Regulating the plastic film mulching duration was a good strategy to decrease plastic residues and to avoid the stress from low soil nitrate concentration (SNC). However, few studies focused on soil ...nitrogen dynamic under different mulching durations, especially for the impacts of soil nitrogen loss on crop yield and comprehensive benefits have not been revealed. In this study, HYDRUS (2D/3D) model was used to evaluate the differences of SNC and NO3-N leaching (NL) under no mulching (NM), mulching for the seedling stage (PMS), mulching for the elongation stage (PME), mulching for the tasseling stage (PMT), and mulching for the entire corn growth season (PMW). Additionally, a two-year (2019–2020) field experiment was carried out to measure SNC, NL, N2O, and NH3 emissions and to calibrate and validate the model accuracy. The effect of soil nitrogen loss on the comprehensive benefits under different mulching durations was further analyzed using a comprehensive multi-objective model. The results showed that HYDRUS (2D/3D) could well capture SNC dynamic under different mulching treatments, with average the normalized root mean square error of 16.5% in the validation period. There was no apparent difference in SNC, N2O emission, NH3 emission, and NL under different mulching durations in the seedling stage. However, the corresponding difference markedly increased with corn growth and development, especially in 2019. The average SNC (0–20 cm soil depth) under NM was higher by 9.2%, 25.0%, 21.2%, and 19.4% than PMS, PME, PMT, and PMW, respectively. Nitrogen emission (N2O and NH3) showed an increase trend with the shortening of mulching duration, i.e., NM>PMS>PME >PMT >PMW, while an opposite trend was found for NL. In general, PME was found to be the optimal mulching duration with the highest comprehensive evaluation score of 1782.7. Therefore, PME can be recommended to apply in this region to promote the developments of sustainable agriculture.

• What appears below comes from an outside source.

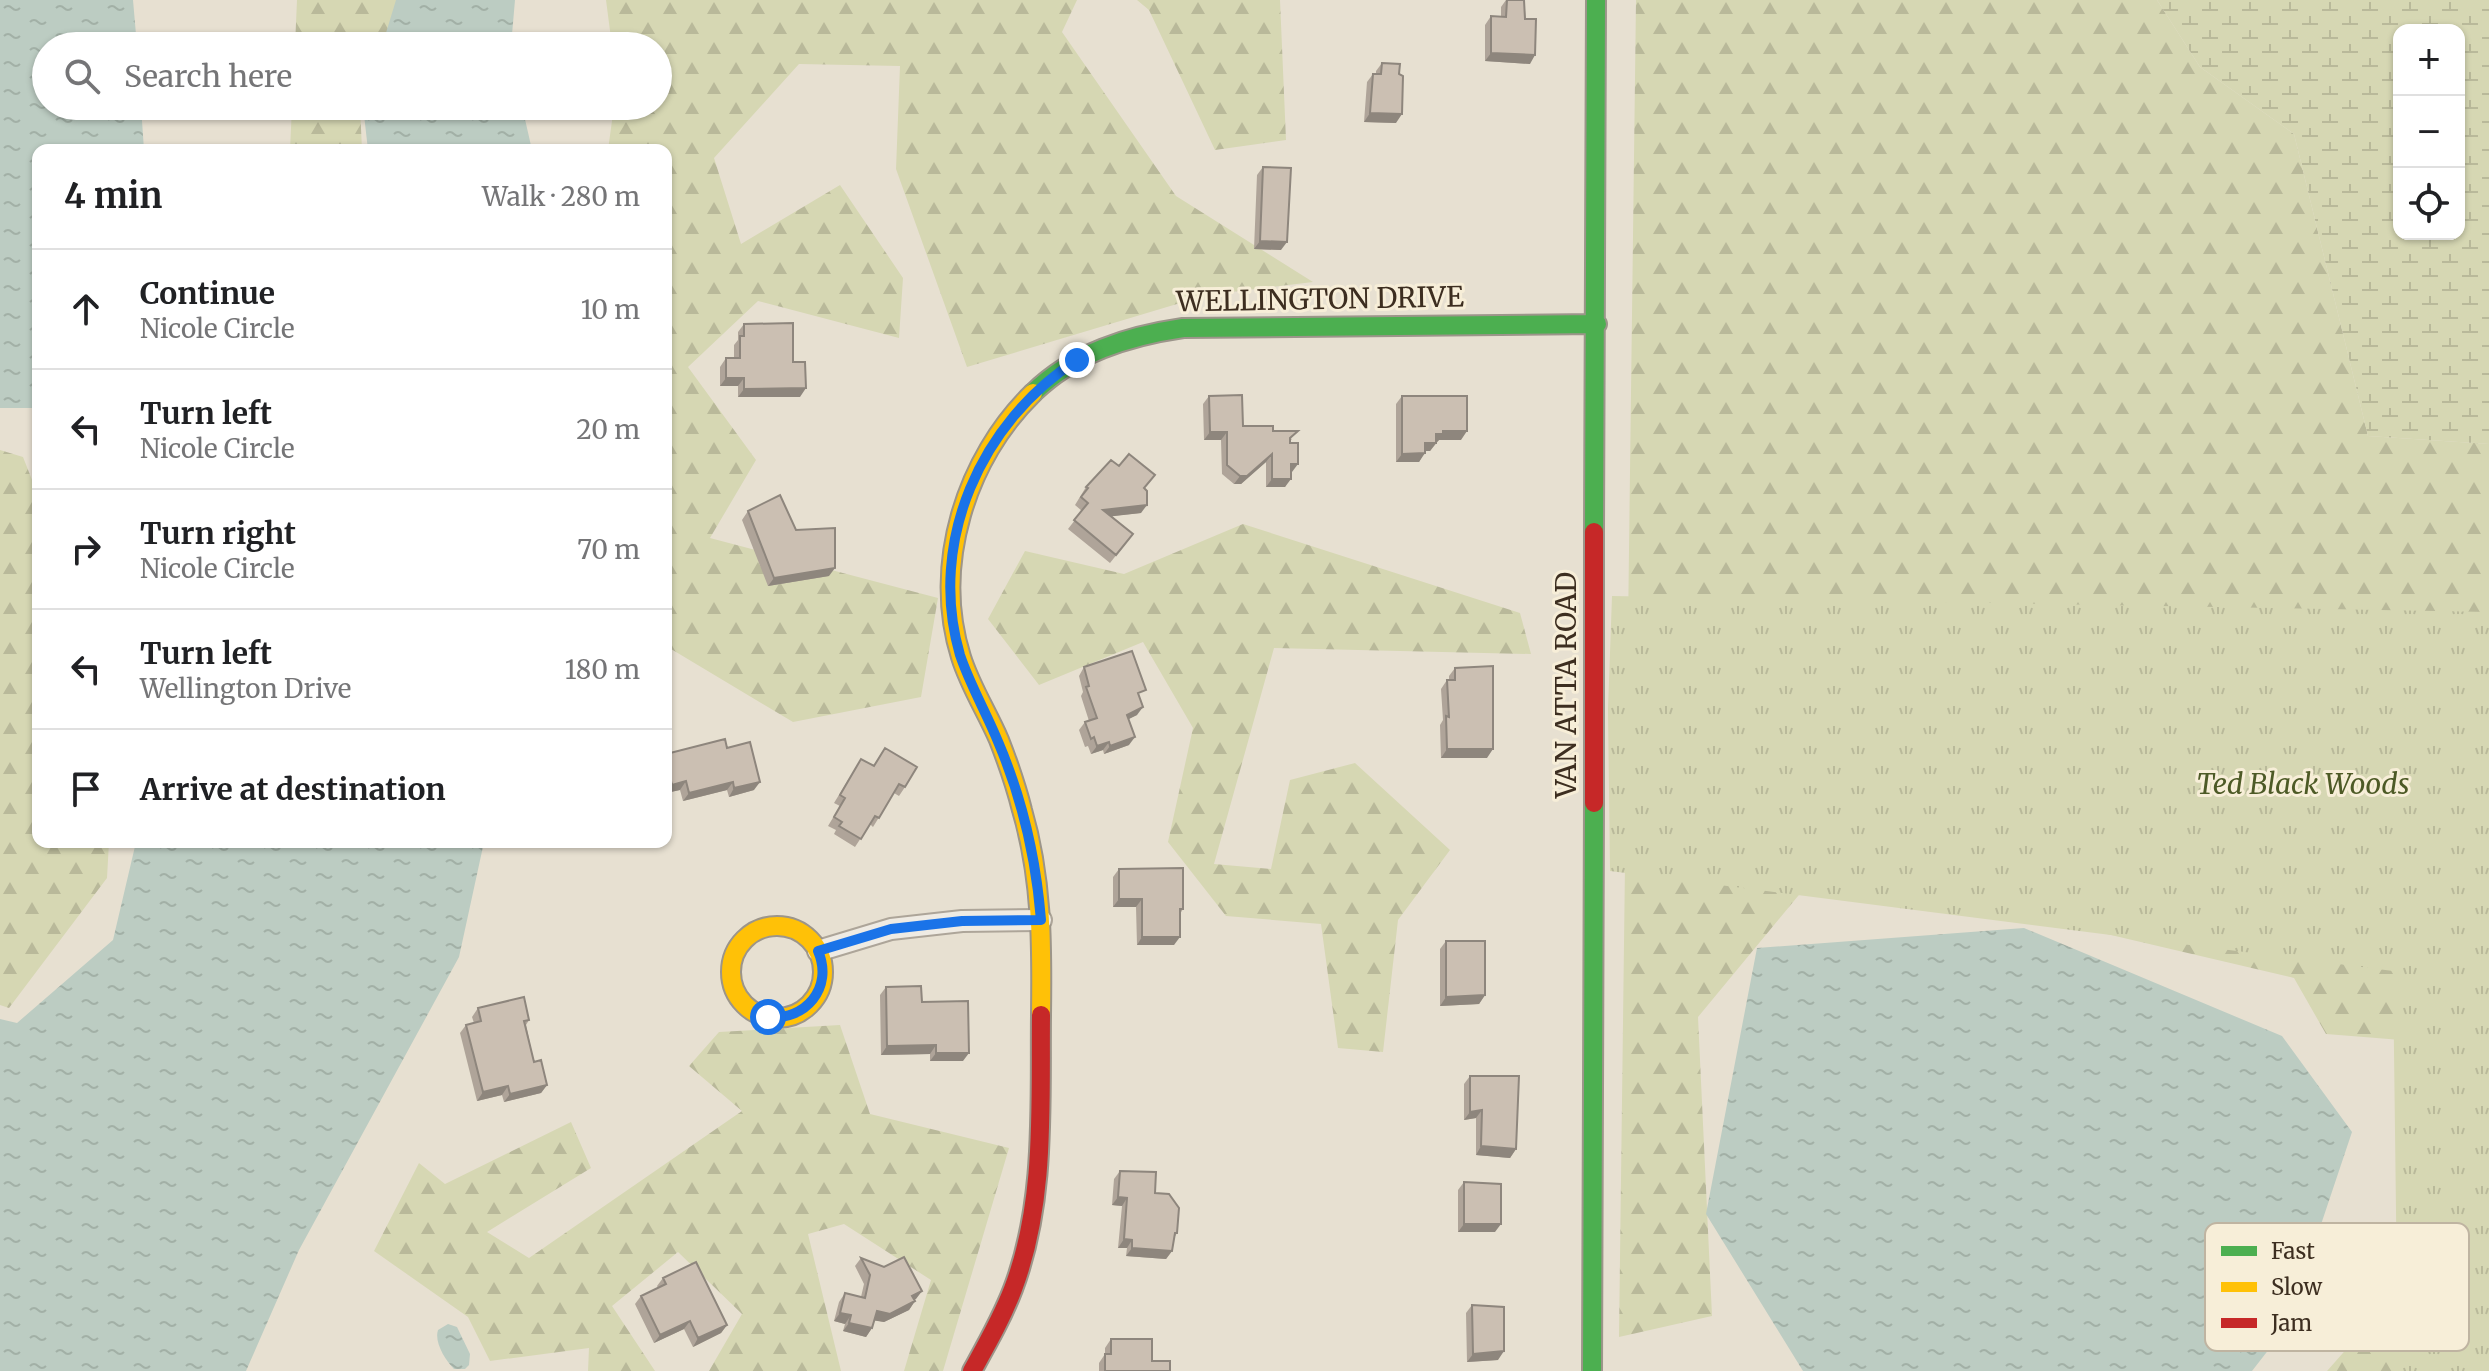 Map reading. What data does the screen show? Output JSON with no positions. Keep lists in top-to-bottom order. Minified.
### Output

•Nitrogen transformation parameters in HYDRUS (2D/3D) was calibrated and validated.•Entropy method is used to evaluate the agriculture production among mulching fields.•An apparent difference in soil surface nitrate concentration among mulching duration.•N2O and NH3 emissions increased as the shortening of mulching duration.•Removing plastic film in the elongation stage is recommended for corn.